仕返しのつもりだったのに、溺愛されているようでなんだか幸せです
ここは浅瀬の海を埋め立てて造った宮殿のような建物。
アジアンリゾートとアイボリー社が共同のプロジェクトで作られた複合型リゾートホテルだ。
白を基調としたその建物は、建設中から白亜の宮殿と噂されていた。
そのホテルでこけら落としのイベントとして、今日は北斗と沙羅の結婚式が行われる。
この結婚式はホテルの宣伝に使われるため、マスコミや報道関係者は自由に参加できるようになっている。
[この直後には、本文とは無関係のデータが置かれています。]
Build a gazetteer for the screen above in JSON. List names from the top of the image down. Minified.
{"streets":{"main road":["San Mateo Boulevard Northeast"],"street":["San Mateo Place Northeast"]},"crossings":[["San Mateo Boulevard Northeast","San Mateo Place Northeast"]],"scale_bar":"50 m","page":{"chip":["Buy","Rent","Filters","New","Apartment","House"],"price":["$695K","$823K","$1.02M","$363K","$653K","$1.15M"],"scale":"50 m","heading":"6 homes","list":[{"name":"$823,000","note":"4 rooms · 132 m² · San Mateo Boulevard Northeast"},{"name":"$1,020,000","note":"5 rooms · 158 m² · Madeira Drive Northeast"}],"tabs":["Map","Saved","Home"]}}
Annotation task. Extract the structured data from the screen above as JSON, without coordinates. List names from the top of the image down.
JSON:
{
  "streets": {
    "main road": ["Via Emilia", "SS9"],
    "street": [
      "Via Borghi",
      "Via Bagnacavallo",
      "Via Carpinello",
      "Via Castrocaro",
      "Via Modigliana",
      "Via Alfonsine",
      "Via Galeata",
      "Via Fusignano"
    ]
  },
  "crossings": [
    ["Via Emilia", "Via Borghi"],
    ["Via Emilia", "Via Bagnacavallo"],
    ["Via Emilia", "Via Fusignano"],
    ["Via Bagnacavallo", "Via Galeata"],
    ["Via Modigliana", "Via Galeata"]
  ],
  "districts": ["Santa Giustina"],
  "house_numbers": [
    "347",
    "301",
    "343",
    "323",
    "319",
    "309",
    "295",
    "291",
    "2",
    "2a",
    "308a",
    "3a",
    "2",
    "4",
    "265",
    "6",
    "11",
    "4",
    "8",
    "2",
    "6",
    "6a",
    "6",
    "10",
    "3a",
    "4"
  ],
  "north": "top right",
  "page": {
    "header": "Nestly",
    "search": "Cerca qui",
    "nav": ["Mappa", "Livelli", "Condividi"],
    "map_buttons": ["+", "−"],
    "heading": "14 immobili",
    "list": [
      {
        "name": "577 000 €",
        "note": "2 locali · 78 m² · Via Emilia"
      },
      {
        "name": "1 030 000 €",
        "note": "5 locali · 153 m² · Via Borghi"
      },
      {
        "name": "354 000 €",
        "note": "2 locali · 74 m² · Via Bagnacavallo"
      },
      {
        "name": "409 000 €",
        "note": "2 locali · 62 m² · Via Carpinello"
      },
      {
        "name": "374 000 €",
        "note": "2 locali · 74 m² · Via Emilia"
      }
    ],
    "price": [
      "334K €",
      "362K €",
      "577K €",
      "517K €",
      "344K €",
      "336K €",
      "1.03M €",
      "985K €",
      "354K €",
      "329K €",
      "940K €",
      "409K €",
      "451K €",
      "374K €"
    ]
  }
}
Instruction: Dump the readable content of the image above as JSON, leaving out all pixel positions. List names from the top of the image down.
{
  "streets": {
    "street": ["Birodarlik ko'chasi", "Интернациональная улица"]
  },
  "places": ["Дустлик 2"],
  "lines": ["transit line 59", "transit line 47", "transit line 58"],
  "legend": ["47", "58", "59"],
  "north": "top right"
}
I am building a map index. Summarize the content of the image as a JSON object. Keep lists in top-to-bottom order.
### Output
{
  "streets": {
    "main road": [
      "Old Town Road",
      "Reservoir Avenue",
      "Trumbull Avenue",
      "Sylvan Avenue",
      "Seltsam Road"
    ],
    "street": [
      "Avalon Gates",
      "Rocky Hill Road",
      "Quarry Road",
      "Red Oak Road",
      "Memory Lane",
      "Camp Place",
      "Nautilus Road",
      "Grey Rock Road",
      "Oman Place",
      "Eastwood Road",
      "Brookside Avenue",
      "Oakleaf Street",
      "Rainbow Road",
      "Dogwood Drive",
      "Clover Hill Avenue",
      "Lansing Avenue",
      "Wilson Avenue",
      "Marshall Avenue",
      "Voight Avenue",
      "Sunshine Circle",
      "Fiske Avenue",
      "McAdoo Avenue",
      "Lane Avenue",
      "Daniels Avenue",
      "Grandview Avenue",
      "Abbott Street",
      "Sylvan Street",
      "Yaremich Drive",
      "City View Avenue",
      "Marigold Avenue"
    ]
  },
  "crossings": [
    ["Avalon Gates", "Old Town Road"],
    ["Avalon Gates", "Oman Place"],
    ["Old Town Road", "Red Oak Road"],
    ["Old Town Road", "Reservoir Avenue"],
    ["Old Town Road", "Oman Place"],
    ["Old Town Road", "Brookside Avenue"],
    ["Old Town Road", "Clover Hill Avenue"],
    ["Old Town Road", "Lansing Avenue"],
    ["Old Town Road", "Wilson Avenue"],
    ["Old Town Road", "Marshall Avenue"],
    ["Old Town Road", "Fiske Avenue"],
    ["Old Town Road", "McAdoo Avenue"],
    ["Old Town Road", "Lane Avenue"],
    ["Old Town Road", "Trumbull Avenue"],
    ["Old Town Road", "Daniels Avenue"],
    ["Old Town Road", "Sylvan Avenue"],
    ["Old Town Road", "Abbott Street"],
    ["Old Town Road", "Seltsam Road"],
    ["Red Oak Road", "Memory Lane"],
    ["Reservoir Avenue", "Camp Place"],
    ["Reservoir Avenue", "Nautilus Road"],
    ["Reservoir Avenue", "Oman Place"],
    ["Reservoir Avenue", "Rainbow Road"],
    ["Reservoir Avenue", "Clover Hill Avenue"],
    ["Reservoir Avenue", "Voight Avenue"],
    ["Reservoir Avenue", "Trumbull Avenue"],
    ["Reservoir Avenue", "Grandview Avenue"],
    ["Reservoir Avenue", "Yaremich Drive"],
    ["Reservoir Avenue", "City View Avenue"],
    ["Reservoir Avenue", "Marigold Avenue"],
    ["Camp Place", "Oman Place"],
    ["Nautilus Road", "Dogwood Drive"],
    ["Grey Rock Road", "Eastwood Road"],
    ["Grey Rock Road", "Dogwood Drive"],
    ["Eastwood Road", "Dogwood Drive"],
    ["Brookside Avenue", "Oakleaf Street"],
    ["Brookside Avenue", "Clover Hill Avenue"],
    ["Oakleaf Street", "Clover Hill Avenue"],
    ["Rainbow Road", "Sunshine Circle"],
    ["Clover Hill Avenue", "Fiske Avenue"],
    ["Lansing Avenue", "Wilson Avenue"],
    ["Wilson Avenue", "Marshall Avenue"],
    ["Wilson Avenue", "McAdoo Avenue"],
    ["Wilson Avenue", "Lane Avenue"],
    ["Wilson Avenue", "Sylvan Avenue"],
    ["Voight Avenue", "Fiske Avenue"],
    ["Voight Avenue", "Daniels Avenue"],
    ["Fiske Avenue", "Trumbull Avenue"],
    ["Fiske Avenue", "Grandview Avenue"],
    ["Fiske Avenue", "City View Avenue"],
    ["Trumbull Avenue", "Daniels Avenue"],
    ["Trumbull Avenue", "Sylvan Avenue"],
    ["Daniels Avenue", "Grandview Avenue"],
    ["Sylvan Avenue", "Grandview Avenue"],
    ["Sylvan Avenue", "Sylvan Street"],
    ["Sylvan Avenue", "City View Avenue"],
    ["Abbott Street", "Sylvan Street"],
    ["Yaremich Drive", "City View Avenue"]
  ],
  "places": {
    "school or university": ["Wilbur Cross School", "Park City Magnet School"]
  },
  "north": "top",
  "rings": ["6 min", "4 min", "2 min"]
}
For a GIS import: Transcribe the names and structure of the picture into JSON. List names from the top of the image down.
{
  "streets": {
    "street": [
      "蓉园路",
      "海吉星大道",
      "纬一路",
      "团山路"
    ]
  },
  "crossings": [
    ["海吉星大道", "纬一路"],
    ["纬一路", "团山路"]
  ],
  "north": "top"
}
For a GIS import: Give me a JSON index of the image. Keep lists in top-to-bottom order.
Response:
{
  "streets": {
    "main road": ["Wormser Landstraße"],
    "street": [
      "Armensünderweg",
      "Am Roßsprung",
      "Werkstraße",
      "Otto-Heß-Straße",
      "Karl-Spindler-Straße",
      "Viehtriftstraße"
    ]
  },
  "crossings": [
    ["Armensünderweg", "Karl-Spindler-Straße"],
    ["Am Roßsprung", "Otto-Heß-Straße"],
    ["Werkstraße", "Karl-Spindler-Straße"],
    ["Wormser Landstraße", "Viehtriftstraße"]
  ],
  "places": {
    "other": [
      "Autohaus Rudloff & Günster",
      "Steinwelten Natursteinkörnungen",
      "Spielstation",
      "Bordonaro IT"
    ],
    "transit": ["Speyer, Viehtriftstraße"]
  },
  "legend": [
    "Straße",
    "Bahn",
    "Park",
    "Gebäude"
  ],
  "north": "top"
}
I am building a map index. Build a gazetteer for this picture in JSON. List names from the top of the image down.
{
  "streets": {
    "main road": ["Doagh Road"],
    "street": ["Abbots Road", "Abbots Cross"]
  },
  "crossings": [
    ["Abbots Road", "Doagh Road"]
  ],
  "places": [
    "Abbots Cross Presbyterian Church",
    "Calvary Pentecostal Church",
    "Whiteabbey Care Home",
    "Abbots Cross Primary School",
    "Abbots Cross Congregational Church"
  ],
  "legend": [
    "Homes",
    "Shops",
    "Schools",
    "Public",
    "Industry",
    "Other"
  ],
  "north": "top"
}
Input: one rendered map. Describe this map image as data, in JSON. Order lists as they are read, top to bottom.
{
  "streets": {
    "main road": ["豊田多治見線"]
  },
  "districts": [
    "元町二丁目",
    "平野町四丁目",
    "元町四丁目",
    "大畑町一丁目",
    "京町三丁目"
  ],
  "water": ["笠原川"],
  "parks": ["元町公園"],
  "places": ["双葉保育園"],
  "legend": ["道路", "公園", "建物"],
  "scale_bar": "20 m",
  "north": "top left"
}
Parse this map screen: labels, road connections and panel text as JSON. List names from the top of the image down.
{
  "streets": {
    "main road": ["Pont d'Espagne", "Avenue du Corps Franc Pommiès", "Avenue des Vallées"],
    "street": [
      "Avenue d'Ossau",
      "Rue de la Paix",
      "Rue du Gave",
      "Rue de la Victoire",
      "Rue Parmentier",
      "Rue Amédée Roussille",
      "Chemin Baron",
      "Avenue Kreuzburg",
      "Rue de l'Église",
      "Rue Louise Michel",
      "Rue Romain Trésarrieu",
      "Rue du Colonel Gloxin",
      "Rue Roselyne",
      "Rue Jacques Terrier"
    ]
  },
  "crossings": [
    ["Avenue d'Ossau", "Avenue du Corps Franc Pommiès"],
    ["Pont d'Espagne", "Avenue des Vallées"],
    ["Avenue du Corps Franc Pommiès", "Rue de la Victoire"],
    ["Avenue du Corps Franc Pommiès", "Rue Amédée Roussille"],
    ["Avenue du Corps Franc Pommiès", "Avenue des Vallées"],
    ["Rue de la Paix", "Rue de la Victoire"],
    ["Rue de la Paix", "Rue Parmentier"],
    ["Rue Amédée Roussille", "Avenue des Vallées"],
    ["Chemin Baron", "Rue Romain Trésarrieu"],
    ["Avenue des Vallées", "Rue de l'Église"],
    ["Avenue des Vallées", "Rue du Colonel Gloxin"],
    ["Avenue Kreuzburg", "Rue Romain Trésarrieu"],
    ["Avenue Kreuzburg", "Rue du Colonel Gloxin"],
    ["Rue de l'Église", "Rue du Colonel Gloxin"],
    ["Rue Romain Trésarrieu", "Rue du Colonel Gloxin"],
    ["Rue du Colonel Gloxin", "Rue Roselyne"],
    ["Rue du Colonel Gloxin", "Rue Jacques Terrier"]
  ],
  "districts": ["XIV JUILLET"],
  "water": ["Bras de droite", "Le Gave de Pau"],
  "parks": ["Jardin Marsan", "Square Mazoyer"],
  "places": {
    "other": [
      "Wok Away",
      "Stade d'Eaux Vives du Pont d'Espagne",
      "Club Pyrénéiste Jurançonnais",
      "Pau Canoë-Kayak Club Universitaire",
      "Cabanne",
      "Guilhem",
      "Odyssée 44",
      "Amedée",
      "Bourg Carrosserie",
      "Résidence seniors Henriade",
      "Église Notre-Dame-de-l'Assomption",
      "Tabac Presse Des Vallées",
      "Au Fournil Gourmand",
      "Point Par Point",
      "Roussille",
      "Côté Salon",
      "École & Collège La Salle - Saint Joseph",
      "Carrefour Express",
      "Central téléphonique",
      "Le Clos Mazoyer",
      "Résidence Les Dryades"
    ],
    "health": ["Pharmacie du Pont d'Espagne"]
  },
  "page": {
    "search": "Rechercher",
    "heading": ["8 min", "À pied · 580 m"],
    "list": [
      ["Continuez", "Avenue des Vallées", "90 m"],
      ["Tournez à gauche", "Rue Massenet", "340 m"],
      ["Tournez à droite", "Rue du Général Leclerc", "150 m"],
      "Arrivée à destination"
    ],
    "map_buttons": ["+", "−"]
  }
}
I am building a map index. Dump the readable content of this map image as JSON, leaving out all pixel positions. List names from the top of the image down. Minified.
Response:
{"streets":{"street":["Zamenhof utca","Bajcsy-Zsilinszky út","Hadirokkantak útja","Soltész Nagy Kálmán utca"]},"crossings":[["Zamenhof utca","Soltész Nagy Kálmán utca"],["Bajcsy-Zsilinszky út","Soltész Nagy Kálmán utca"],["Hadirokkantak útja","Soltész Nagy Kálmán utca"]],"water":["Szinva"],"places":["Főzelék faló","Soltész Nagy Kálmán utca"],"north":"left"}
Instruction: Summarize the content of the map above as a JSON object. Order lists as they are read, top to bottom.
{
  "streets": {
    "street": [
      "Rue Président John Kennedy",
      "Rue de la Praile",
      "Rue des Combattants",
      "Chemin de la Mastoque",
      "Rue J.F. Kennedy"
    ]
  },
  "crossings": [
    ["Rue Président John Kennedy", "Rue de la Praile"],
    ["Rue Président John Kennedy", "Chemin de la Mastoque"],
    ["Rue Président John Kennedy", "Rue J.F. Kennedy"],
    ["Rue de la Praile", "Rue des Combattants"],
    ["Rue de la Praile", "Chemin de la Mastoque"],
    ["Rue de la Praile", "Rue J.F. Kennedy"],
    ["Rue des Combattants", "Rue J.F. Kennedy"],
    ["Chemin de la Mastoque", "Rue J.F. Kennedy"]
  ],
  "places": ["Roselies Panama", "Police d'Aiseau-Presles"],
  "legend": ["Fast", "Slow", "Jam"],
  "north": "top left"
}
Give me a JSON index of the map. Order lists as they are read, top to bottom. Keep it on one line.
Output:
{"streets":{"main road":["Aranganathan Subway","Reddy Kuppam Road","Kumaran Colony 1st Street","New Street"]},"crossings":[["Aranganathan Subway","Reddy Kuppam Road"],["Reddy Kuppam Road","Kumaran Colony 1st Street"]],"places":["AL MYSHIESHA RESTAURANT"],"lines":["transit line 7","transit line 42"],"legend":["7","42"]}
朝早くから良いポジションを狙って報道陣が詰めかけていた。
沙羅もまた新婦としての準備に早朝から追われている。
髪をカールしたり、化粧前のパックをしたり、それはもう大変だ。
ウェディングドレスは今回も山本大介が選んでくれている。
「沙羅ちゃん、今回はカメラにも映えるようにロングトレーンのドレスを選んだわ。」
ロングトレーンとはスカートの裾部分を後ろに長く引きずるデザインのことだ。
ちょうどドレスに着替えて準備が整った時、北斗が沙羅の元にやって来た。
北斗も白のフロックコートで少し長めの上着を着ており、その姿は王子様のように見える。
「沙羅、とても綺麗だ…皆に見せるのが勿体無いくらいだ。」
「北斗さんも素敵すぎます~。」
山本が二人を見て呆れた表情をしている。